# Exercise description:
Output exactly the lines below, starting with the line that has "in the screen" and going on through the line that has "Task: Transcribe the", both included, and no other lines.

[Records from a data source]
►
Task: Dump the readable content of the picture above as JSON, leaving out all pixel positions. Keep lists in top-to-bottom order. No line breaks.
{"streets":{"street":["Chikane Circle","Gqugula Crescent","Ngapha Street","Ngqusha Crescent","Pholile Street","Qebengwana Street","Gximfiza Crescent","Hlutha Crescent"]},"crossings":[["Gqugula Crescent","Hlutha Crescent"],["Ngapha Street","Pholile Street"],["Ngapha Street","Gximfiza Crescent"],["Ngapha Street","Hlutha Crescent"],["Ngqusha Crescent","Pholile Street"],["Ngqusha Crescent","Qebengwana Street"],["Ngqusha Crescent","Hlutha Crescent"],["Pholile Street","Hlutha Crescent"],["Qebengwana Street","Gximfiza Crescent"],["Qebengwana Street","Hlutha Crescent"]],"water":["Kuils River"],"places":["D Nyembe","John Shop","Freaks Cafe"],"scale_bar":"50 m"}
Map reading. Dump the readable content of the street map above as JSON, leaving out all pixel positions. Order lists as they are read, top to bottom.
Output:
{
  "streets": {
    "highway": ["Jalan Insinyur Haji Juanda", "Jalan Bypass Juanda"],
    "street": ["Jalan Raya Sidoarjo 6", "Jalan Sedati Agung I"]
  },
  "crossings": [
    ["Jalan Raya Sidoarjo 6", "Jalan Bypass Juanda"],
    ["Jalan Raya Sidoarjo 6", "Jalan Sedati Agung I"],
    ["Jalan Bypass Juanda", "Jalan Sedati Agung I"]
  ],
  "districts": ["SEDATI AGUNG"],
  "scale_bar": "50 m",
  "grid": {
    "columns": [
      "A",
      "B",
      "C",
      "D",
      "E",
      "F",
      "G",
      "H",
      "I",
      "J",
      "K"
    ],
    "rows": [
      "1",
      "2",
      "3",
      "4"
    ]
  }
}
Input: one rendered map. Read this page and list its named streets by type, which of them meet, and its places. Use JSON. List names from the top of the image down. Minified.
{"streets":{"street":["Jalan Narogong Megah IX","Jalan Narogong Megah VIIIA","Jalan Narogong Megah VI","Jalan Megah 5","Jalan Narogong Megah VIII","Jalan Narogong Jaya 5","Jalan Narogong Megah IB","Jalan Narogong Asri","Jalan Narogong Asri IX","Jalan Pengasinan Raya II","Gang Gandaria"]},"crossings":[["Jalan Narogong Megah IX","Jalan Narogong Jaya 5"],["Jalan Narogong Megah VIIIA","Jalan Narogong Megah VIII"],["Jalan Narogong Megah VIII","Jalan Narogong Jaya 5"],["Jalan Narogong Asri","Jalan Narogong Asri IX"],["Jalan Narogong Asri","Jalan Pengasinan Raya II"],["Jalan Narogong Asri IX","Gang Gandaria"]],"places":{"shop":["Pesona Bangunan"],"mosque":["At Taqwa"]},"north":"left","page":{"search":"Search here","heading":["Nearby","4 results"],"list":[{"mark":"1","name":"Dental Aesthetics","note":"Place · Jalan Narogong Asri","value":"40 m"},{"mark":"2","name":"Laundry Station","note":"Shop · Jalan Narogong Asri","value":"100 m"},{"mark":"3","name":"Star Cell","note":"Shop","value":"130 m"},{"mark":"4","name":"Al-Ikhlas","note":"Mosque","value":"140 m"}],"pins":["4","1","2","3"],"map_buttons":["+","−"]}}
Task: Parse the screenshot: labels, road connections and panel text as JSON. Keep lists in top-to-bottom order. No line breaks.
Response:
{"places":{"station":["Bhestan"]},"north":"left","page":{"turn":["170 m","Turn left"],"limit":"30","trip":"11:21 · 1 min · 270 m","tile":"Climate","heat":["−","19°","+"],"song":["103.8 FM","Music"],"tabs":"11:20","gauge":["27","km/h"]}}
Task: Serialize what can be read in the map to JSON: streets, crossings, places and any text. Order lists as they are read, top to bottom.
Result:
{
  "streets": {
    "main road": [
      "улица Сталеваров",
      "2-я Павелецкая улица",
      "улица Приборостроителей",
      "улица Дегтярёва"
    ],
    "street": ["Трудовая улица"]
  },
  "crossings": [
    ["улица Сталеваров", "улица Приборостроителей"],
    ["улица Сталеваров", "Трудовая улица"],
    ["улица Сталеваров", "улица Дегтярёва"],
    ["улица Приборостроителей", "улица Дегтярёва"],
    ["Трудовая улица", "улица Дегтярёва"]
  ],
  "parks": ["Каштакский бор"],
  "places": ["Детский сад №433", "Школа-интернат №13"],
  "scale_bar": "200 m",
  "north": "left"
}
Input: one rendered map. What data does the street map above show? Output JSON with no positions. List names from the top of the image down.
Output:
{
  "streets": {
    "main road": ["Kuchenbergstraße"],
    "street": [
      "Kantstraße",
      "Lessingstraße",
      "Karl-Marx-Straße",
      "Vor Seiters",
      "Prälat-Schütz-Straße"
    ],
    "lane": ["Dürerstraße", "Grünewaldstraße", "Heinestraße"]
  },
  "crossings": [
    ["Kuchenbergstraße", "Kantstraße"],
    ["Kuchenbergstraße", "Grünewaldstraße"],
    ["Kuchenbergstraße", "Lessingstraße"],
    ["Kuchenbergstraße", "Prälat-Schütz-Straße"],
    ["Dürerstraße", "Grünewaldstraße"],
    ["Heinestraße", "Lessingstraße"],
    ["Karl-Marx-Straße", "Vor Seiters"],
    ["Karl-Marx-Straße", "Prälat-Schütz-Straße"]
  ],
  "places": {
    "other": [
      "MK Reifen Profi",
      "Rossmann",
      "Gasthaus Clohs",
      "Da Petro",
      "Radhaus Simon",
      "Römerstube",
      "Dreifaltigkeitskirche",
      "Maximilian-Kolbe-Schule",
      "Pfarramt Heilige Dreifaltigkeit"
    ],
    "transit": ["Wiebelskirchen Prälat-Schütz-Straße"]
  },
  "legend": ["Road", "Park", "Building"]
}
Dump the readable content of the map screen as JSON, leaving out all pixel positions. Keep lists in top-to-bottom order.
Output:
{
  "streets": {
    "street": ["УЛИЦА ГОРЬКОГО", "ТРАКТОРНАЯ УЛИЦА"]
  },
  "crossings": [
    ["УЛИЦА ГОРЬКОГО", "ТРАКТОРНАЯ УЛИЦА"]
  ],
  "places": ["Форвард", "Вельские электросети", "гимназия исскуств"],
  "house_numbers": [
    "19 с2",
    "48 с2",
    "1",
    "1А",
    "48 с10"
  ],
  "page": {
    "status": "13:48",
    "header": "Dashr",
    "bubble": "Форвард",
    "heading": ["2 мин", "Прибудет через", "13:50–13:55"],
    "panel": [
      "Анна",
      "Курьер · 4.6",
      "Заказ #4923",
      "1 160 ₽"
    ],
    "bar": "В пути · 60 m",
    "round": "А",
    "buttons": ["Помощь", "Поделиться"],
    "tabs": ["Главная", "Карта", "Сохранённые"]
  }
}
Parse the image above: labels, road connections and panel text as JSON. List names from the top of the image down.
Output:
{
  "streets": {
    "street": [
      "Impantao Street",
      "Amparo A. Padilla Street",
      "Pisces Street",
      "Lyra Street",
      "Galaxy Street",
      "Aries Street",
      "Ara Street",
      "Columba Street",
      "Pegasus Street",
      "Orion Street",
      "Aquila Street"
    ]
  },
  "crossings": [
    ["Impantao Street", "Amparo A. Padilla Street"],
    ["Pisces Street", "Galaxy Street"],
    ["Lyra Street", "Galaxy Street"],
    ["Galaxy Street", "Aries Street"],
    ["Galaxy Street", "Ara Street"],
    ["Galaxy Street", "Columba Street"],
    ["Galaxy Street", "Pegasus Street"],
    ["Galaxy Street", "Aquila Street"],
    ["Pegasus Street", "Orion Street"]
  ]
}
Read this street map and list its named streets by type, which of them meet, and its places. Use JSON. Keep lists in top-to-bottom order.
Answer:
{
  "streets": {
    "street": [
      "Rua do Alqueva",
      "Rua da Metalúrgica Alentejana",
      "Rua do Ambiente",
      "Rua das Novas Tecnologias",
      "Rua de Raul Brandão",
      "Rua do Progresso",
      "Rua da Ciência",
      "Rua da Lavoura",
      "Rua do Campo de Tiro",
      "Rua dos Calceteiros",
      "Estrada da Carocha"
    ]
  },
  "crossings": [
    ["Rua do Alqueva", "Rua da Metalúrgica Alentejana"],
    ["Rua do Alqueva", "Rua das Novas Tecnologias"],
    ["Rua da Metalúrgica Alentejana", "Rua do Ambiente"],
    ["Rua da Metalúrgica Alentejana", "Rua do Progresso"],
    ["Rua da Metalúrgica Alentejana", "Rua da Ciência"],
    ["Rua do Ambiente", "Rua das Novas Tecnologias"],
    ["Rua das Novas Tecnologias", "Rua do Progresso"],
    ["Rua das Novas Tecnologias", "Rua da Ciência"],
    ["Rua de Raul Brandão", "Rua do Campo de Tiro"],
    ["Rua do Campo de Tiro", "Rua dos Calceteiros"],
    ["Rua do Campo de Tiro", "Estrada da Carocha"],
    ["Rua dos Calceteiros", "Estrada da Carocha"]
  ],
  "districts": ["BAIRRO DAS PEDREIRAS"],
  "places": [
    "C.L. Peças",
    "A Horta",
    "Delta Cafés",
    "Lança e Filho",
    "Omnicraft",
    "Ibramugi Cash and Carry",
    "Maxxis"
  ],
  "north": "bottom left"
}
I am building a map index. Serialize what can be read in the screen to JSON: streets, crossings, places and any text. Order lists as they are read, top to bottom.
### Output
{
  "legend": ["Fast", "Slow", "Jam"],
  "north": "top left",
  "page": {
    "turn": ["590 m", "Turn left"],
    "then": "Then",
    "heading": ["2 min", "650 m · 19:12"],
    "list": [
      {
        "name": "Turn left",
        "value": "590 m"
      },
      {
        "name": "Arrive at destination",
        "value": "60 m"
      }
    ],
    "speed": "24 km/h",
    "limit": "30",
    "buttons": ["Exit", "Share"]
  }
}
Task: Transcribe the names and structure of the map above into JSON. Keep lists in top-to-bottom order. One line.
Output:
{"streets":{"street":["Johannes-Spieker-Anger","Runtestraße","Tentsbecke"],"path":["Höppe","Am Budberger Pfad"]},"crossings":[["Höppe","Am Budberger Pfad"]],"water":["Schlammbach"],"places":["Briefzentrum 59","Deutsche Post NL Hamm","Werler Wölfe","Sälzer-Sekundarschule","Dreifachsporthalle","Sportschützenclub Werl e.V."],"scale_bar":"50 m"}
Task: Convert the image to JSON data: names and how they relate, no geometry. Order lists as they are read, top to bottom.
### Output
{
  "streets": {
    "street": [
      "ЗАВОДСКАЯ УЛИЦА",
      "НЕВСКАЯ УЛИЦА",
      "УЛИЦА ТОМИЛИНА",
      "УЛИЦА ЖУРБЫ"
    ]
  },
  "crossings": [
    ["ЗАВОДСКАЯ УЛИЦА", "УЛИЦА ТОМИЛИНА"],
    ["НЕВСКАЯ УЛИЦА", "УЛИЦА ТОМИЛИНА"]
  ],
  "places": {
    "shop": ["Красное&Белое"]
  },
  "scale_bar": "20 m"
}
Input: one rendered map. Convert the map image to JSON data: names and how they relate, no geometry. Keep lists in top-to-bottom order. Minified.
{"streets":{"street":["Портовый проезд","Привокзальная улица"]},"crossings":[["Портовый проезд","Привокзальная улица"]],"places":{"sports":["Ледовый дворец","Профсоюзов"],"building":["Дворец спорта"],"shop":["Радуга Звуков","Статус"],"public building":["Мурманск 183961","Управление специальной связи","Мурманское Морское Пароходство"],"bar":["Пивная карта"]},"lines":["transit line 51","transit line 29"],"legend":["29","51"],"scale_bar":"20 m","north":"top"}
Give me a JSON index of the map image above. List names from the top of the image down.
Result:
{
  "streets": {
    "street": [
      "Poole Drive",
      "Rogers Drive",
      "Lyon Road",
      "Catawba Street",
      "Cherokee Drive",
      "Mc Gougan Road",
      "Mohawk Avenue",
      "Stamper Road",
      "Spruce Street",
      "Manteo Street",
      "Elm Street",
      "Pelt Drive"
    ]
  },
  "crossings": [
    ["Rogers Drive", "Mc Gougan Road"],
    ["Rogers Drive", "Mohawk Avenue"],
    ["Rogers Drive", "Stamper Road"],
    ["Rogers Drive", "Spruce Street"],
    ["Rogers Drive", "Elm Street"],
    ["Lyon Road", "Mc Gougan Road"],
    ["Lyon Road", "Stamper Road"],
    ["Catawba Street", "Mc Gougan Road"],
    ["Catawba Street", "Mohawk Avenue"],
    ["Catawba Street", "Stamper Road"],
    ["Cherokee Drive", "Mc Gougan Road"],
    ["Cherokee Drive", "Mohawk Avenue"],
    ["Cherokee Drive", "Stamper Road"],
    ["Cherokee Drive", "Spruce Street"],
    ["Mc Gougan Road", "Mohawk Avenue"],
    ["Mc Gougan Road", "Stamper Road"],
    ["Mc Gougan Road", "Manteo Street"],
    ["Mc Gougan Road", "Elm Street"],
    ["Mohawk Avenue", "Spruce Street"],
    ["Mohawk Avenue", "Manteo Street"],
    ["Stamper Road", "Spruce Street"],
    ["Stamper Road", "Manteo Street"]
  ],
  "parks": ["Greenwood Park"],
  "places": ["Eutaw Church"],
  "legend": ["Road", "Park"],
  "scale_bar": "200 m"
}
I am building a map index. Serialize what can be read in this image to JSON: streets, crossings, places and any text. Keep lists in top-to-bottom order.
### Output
◄
# Task solution:
I am building a map index. Serialize what can be read in the screen to JSON: streets, crossings, places and any text. Order lists as they are read, top to bottom.
### Output
{
  "legend": ["Fast", "Slow", "Jam"],
  "north": "top left",
  "page": {
    "turn": ["590 m", "Turn left"],
    "then": "Then",
    "heading": ["2 min", "650 m · 19:12"],
    "list": [
      {
        "name": "Turn left",
        "value": "590 m"
      },
      {
        "name": "Arrive at destination",
        "value": "60 m"
      }
    ],
    "speed": "24 km/h",
    "limit": "30",
    "buttons": ["Exit", "Share"]
  }
}
Task: Transcribe the names and structure of the map above into JSON. Keep lists in top-to-bottom order. One line.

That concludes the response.